Stored entries

=== Begin Enclosure ===

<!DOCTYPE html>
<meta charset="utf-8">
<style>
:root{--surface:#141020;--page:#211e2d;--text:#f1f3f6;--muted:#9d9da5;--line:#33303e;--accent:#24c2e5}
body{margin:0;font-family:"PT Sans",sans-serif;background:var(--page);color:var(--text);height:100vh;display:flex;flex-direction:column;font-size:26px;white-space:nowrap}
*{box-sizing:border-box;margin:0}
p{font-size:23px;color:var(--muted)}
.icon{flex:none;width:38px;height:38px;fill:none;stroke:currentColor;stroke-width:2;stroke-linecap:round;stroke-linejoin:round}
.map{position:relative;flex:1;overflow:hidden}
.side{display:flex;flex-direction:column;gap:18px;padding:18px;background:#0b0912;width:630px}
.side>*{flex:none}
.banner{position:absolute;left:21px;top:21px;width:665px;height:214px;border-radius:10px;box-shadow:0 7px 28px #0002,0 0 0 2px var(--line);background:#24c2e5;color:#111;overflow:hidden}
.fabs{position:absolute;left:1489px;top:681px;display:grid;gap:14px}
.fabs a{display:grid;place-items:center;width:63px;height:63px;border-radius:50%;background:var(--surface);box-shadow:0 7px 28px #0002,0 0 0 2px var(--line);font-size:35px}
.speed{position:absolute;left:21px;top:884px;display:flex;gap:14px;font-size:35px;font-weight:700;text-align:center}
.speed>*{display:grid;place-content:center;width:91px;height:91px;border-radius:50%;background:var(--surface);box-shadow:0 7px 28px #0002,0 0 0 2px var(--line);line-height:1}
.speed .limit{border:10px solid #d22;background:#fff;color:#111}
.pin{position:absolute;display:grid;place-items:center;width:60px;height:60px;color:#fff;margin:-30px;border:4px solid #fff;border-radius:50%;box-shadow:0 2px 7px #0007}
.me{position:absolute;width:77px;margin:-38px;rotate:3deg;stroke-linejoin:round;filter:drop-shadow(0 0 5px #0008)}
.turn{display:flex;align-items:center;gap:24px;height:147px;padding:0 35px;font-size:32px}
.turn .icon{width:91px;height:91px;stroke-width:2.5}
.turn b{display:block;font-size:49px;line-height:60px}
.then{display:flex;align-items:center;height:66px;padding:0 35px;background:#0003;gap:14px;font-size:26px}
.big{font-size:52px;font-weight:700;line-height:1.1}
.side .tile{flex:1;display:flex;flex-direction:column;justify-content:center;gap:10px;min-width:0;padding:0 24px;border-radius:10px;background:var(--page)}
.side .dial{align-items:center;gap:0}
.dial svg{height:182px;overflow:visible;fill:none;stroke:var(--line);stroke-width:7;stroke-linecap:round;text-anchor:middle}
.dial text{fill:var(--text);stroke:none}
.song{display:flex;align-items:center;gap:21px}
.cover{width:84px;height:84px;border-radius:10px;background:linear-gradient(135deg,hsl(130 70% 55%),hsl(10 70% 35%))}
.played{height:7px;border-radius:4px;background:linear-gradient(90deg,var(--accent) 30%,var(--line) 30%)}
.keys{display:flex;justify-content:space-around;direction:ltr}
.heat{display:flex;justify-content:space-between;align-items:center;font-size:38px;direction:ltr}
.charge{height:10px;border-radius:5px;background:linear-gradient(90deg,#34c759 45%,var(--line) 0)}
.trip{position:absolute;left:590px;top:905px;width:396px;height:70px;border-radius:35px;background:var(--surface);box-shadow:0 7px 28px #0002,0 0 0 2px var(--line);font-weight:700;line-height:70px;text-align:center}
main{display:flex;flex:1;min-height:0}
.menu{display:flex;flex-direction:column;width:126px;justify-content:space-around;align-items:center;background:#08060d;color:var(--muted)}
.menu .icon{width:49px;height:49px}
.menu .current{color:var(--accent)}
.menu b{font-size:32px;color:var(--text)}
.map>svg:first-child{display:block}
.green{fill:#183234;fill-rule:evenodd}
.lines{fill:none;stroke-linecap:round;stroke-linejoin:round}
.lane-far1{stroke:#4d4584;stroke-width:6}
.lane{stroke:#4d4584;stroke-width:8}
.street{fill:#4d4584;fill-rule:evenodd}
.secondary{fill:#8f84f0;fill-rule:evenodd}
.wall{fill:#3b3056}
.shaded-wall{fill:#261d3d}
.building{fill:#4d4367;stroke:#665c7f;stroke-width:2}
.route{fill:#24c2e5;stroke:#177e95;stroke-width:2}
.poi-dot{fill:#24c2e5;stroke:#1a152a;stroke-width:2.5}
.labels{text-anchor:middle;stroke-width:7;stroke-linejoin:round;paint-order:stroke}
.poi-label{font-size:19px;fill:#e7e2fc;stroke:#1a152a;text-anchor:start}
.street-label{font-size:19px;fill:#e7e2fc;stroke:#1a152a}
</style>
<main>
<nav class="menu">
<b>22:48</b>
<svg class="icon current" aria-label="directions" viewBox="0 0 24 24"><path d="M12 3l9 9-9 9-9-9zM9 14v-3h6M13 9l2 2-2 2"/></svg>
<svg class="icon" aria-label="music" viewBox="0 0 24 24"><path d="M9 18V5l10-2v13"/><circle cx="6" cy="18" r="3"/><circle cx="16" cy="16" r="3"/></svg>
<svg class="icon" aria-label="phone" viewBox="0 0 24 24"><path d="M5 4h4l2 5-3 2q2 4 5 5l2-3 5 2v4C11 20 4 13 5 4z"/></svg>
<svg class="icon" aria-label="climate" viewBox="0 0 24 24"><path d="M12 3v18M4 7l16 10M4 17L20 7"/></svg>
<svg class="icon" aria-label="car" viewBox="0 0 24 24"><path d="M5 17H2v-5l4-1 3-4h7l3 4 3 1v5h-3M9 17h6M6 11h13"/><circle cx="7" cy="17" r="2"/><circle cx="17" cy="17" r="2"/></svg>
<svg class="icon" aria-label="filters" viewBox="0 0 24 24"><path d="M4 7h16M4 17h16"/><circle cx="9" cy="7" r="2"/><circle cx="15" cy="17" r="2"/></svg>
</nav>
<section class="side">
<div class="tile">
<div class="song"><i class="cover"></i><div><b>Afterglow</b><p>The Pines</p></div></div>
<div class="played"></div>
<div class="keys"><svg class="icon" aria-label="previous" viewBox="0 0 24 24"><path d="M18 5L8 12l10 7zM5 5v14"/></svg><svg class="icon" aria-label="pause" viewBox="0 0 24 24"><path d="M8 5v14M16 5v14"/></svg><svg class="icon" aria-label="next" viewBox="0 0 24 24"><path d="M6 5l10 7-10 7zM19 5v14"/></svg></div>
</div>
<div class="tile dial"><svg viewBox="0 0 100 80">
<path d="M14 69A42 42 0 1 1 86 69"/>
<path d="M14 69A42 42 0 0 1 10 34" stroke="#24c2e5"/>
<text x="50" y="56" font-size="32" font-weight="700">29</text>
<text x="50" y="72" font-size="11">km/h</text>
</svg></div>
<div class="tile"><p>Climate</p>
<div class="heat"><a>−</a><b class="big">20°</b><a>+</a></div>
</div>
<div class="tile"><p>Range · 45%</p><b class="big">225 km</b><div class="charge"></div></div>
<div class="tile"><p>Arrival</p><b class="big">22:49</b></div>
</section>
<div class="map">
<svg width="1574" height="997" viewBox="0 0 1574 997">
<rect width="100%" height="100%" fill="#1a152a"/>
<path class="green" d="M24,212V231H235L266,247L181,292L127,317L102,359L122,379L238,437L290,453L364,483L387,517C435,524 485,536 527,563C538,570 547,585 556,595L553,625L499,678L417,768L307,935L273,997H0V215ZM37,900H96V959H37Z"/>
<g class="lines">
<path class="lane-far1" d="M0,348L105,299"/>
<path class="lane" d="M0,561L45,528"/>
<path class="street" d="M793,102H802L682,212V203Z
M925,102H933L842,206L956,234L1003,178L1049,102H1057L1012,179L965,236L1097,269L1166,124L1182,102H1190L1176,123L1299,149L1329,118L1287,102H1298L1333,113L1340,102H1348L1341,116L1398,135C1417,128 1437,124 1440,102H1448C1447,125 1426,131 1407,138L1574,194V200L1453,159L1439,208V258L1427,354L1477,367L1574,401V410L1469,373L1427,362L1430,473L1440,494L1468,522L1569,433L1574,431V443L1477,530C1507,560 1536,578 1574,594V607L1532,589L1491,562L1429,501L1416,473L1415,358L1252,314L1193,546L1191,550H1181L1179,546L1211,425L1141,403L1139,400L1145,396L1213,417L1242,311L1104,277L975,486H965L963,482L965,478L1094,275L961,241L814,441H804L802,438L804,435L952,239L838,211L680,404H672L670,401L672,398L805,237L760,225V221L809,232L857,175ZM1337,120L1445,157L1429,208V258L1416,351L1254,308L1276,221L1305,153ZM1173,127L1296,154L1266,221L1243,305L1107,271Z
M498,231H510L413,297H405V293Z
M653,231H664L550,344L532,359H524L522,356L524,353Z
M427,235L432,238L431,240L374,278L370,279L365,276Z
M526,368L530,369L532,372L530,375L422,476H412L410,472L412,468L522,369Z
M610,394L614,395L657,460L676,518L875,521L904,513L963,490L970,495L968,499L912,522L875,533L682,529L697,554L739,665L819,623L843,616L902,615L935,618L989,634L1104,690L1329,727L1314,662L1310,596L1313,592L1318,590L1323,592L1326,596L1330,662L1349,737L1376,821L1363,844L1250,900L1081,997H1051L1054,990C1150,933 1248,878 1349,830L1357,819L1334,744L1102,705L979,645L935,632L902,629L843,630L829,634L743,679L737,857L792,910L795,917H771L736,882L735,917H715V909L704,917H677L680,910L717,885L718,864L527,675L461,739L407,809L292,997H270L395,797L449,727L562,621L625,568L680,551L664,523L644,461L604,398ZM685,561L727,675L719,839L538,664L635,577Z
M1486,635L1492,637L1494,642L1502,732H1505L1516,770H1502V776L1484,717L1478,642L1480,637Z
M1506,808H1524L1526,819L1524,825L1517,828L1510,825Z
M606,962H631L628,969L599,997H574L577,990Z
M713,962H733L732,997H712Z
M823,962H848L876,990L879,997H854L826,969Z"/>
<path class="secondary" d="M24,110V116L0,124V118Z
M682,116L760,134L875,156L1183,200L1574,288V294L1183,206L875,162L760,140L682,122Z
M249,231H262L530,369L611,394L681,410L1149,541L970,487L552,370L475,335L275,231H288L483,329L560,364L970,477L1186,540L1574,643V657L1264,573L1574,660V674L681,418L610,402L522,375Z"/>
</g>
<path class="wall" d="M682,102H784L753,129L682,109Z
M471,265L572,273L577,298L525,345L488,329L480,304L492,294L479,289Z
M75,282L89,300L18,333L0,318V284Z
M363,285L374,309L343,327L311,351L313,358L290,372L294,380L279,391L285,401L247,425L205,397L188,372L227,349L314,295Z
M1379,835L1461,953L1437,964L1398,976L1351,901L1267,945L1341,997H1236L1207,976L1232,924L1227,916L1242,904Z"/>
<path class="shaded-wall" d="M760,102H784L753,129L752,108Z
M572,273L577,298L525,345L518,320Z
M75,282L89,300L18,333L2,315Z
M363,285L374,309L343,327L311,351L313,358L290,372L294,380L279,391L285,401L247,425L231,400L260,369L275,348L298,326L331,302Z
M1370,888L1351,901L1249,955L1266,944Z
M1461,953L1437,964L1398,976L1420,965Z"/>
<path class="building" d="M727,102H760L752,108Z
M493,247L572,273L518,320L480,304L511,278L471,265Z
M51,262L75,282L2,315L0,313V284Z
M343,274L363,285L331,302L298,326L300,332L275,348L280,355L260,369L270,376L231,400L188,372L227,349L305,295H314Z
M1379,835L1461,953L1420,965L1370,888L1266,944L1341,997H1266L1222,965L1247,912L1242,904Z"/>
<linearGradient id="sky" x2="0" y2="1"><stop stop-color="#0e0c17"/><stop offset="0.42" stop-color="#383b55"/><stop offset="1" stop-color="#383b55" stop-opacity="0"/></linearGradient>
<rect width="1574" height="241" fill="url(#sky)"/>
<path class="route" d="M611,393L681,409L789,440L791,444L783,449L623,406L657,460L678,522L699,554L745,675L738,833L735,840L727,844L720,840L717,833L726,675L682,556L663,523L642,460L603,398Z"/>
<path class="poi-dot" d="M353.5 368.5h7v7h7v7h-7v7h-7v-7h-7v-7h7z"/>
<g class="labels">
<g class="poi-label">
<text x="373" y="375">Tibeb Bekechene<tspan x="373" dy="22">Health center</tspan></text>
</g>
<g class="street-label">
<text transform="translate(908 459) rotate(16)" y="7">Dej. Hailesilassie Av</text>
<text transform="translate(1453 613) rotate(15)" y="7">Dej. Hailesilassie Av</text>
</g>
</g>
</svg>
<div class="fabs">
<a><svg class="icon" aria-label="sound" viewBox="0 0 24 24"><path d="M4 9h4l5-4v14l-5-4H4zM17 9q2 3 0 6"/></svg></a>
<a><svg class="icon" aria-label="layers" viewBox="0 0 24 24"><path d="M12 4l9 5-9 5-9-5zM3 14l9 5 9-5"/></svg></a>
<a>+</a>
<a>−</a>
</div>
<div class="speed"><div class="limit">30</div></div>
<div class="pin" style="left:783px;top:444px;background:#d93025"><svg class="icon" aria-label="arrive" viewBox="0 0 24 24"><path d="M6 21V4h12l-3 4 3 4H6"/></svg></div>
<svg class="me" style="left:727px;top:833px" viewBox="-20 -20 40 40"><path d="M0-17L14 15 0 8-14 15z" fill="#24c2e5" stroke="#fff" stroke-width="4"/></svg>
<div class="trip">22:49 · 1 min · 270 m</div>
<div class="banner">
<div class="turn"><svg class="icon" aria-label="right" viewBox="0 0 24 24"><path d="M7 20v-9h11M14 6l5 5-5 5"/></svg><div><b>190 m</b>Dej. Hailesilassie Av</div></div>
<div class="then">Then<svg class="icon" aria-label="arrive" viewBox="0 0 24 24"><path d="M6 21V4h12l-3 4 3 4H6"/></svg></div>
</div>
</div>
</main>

=== End Enclosure ===

## ABOUT THIS EXERCISE:
Using the records above, pull out each line where the word "menu" occurs.

## ANSWER TO THIS EXERCISE:
.menu{display:flex;flex-direction:column;width:126px;justify-content:space-around;align-items:center;background:#08060d;color:var(--muted)}
.menu .icon{width:49px;height:49px}
.menu .current{color:var(--accent)}
.menu b{font-size:32px;color:var(--text)}
<nav class="menu">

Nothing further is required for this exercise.